Nice things people have said about You and Me and Him:

posted on March 13th 2017 in Uncategorized with 0 Comments



 Reviews aren’t always easy to hear, but once in awhile someone says something about my work that puts me on top of the world. Here are nice things people said about You and Me and Him

Publisher’s Weekly: April 2015

“In this compassionate first novel, Dinnison adeptly portrays the rising and falling hopes within an unconventional love triangle. Maggie suffers some tough blows, causing her to take a hard look at herself and question the stereotyped image of a “fat” girl created by other people. Readers will follow her eagerly as she finds her voice and identity.”

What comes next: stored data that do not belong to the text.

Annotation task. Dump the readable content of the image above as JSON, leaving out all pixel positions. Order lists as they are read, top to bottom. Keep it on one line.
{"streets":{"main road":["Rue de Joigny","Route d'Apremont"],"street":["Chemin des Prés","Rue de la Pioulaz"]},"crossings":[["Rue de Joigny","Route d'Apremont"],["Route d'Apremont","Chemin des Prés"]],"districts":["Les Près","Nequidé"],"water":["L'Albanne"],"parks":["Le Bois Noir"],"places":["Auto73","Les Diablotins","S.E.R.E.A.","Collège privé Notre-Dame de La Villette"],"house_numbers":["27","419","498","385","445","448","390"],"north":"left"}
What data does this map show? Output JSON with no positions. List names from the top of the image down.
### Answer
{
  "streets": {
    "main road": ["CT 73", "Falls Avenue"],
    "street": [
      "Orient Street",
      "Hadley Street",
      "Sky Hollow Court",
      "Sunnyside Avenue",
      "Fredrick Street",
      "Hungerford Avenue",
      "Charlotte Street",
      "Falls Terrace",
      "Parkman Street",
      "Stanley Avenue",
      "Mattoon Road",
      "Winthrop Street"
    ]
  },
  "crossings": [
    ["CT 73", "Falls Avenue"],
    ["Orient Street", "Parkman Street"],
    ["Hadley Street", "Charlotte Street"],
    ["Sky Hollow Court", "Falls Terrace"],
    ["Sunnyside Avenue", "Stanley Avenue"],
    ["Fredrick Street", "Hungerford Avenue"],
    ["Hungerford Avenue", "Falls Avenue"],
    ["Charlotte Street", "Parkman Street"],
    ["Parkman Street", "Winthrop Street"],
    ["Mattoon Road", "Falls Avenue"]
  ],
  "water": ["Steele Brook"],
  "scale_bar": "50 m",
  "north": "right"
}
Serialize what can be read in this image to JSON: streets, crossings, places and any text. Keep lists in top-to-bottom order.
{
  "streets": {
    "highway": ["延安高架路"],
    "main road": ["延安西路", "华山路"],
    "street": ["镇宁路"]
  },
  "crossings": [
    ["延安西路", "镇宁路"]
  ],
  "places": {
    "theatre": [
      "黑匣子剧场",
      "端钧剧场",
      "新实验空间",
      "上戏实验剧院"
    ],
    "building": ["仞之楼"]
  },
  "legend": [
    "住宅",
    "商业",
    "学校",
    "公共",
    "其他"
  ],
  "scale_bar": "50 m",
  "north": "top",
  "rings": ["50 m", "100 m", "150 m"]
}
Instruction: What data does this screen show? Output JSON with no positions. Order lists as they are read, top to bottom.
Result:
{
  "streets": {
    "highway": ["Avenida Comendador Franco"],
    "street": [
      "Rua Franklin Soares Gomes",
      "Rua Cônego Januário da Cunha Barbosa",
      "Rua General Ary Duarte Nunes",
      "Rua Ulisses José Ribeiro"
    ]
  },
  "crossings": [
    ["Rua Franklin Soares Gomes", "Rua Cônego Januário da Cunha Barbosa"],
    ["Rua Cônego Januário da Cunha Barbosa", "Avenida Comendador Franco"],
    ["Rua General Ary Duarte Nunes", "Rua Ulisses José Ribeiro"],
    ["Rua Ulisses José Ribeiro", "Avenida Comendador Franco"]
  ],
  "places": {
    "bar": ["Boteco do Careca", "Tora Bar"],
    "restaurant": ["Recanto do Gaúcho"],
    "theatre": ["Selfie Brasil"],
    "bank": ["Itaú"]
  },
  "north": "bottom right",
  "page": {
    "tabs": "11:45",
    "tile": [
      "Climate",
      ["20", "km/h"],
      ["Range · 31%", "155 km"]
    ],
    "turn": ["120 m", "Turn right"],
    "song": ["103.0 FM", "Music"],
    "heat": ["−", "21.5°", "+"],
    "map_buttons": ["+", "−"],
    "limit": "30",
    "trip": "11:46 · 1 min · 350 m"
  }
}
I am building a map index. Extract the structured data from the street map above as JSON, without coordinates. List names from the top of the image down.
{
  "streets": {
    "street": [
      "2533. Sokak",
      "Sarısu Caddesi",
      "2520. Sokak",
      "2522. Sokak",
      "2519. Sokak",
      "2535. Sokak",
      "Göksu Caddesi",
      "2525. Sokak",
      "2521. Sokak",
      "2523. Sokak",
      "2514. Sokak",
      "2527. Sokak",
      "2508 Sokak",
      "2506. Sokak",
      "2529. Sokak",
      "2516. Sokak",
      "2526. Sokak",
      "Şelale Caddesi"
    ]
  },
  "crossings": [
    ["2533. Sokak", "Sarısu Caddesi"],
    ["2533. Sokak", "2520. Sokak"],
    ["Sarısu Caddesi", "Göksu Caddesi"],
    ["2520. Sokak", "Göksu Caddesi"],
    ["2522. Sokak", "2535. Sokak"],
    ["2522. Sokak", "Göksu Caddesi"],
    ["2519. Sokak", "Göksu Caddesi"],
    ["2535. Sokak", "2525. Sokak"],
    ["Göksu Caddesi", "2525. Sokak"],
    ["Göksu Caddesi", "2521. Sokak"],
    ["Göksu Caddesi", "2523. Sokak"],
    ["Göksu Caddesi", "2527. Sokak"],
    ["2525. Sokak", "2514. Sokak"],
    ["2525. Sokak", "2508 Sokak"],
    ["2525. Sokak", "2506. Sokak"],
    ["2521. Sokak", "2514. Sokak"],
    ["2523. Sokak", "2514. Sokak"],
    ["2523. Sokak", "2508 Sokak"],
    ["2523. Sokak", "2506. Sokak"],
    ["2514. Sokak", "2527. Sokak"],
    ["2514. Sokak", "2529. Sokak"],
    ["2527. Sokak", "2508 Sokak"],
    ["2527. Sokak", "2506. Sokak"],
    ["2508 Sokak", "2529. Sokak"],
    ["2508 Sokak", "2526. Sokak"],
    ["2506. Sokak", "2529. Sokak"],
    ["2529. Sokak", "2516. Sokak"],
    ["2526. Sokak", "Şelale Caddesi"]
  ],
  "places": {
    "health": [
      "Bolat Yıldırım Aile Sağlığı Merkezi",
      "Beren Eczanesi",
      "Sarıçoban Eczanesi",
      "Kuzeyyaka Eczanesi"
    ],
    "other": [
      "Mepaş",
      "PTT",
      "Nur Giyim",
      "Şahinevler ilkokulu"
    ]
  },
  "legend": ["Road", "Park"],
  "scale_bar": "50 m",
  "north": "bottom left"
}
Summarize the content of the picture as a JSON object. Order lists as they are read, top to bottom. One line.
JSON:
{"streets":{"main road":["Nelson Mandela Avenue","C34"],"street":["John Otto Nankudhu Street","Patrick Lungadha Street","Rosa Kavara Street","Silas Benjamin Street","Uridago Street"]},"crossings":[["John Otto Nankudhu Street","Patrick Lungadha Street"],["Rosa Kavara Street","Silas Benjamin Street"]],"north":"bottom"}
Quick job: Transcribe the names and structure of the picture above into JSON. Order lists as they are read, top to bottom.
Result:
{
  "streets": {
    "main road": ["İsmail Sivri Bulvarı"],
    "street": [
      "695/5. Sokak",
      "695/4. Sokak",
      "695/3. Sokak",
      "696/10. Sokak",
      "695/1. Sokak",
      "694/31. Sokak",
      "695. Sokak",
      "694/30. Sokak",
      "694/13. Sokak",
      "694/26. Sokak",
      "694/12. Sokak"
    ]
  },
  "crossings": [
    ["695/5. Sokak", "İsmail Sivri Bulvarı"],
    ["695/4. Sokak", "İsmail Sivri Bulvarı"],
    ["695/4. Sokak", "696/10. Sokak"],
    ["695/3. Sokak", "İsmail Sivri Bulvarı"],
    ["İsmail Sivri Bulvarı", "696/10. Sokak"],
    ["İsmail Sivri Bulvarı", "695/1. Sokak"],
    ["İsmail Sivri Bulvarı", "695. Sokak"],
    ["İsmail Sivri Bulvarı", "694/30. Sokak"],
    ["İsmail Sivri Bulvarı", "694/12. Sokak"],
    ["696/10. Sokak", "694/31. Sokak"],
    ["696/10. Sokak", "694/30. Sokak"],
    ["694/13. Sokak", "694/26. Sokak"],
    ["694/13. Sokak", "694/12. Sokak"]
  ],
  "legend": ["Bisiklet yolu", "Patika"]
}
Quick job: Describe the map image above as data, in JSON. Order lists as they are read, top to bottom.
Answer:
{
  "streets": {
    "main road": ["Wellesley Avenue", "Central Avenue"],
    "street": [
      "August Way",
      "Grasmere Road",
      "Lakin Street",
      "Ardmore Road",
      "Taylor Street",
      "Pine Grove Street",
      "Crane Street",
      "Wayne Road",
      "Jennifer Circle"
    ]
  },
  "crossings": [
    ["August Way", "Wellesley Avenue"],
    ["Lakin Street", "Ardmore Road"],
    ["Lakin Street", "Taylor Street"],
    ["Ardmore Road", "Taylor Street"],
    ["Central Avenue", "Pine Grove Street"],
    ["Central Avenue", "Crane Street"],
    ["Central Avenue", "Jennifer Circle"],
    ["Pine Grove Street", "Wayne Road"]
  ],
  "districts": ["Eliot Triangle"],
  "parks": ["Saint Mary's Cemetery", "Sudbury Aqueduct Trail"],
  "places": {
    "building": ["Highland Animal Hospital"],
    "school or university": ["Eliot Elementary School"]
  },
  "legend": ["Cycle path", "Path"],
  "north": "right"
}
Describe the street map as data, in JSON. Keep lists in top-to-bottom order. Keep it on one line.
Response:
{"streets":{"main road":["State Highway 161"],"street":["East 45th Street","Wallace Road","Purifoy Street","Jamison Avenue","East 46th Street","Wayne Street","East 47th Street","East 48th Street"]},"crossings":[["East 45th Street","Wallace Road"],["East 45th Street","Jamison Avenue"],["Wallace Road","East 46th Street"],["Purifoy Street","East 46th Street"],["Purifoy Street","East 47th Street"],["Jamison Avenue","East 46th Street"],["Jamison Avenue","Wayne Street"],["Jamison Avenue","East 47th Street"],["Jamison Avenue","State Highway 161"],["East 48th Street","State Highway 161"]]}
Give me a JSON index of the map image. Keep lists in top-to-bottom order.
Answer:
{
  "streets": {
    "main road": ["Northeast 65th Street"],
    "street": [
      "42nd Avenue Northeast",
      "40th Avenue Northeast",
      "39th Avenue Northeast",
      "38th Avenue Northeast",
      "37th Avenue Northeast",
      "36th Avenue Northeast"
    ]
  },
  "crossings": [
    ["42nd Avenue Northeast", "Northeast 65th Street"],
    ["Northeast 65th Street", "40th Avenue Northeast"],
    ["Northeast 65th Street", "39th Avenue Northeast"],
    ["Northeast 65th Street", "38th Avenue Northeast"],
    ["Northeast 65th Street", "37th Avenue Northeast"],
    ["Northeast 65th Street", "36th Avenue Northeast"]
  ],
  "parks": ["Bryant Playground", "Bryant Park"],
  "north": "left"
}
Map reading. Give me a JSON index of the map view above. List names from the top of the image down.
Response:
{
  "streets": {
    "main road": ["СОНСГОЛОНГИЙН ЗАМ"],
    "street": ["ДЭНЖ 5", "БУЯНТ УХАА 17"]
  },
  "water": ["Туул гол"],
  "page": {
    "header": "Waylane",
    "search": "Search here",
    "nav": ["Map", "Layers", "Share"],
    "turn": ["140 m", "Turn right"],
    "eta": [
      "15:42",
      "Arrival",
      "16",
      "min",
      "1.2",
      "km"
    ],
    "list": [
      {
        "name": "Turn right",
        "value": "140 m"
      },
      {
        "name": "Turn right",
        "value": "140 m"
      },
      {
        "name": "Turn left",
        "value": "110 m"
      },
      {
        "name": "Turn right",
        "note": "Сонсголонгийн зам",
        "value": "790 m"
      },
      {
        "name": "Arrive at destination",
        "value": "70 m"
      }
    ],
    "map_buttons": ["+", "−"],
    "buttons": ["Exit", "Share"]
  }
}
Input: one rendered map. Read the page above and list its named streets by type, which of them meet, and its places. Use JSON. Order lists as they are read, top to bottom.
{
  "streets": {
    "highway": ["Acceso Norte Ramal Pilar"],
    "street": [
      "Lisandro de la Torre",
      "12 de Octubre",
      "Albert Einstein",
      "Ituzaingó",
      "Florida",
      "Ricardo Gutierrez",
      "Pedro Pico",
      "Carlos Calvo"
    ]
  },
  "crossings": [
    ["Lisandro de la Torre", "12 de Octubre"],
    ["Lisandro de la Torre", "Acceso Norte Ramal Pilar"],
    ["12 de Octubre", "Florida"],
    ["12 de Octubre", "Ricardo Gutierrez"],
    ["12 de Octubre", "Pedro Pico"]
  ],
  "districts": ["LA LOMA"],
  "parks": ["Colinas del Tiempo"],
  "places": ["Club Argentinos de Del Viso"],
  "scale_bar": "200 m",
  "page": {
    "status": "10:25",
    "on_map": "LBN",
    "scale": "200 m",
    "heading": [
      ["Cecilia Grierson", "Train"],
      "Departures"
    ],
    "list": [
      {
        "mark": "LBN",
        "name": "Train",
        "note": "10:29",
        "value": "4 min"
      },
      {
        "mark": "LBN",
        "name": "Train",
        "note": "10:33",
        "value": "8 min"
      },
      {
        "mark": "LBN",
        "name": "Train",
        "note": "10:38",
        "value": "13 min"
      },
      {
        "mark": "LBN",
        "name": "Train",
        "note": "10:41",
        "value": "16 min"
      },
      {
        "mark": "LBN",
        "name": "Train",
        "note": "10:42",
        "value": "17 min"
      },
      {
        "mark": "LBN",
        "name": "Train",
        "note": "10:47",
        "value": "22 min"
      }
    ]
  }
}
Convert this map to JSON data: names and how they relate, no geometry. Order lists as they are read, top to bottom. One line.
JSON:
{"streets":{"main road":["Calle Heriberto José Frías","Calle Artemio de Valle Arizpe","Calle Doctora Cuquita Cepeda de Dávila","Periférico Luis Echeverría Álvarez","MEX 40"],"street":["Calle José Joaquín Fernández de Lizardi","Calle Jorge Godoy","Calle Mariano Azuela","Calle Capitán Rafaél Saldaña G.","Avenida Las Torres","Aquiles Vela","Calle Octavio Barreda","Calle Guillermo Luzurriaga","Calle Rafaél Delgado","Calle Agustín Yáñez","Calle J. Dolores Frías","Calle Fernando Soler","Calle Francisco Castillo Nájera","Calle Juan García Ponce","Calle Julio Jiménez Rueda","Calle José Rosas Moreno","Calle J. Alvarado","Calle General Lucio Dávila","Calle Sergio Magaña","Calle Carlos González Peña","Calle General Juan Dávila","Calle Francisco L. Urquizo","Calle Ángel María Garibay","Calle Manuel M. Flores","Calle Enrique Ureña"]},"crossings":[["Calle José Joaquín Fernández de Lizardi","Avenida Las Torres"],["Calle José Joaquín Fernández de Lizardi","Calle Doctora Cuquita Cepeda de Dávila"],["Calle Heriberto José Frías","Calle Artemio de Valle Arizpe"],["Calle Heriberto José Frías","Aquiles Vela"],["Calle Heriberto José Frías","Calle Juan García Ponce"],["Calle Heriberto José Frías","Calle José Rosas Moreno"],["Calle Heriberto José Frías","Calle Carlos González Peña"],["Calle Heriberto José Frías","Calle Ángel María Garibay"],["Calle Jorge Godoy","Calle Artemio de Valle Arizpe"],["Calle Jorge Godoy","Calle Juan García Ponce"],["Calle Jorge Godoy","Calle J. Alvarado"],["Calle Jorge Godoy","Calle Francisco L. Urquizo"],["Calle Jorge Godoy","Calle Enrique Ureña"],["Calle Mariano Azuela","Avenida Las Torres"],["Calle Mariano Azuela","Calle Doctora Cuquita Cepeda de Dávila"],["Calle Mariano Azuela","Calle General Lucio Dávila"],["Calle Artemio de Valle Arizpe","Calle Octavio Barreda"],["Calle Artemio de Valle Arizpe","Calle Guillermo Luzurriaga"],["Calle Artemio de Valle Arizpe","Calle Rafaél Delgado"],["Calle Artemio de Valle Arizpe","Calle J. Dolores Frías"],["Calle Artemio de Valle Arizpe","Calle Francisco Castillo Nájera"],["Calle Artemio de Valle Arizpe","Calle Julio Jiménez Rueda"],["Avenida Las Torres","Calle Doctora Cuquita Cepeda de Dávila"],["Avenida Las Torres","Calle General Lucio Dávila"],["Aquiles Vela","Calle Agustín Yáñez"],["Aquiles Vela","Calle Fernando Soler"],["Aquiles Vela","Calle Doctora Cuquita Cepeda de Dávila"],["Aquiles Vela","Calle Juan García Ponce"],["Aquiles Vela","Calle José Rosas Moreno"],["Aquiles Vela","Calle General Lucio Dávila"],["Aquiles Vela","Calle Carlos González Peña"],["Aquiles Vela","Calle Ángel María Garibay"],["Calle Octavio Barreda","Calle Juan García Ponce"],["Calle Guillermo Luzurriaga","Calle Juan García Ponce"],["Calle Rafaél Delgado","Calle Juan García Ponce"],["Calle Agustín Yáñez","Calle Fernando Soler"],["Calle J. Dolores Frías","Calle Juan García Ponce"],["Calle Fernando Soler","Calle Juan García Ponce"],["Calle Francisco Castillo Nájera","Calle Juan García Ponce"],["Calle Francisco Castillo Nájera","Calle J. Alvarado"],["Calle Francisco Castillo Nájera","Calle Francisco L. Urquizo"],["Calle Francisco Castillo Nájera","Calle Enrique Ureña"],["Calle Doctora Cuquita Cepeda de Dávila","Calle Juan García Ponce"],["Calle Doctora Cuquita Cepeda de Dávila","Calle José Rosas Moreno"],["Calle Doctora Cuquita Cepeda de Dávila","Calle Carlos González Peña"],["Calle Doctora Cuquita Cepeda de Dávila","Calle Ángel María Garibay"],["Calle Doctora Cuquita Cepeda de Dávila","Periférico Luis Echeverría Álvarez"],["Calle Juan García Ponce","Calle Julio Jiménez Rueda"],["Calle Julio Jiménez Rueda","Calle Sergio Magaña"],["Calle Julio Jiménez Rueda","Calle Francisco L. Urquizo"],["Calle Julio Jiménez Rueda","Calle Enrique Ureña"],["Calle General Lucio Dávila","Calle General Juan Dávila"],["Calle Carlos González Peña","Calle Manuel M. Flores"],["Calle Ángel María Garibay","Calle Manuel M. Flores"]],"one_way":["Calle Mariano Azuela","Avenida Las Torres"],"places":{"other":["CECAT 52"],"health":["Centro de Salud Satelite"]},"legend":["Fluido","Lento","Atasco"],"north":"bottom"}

School Library Journal, April 2015

“…You and Me and Him contains kernels of complexity that are slowly revealed to readers willing to wade in…In the end, Maggie and the others become fully realized characters whose actions cannot be predicted by a YA lit algorithm.”

Horn Book, May/June 2015

“Firmly at the center stands a protagonist whose likable voice and authentic struggle to accept herself and find love in a world that would rather she shrink back—not to mention her crackling chemistry with Tom—lend this fresh, contemporary romantic comedy considerable appeal.”

Paste Magazine, July 2015

“Why You’ll Love It: You and Me and Him is an entertaining read about high school outcasts, friendship and love triangles. If you’re a fan of Eleanor & Park by Rainbow Rowell, this is a solid choice. It’s sweet, quirky and awkward… the best kind of teen love story.”

ALAN  (Association of Literature for Adolescents of the NCTE), February 2015

“Dinnison’s story explores many current high school issues- affections, bullying, friendships weight consciousness, and straight and gay relationships. The triangle of “You, Me and Him” pulls the reader in to the story quickly and completely.”

Popcrush:10 Best New YA Books That Explore Sexuality, April 2015

“This book is everything that is wonderful about this genre. The two main characters are Maggie and Nash, who together cover a bunch of the characteristics missing in YA but are oh-so-abundant in real life. Maggie is overweight and Nash is gay, and their best friendship is perfect until they both have feelings for the same guy. This new version of an old story is realer than real and makes for a perfect summer read.”

Booklist, May 2015

“A powerful tale with an emotional rawness that will resonate with readers.”

The Bulletin of the Center for Children’s BooksOct. 2015 

“The characters here are effectively nuanced, flawed but forgivable as they muddle through teenage conundrums of loyalty and love. Maggie in particular feels very real in her use of humor for deflection, her disbelief in Tom’s interest, and her upset over “betraying” Nash.”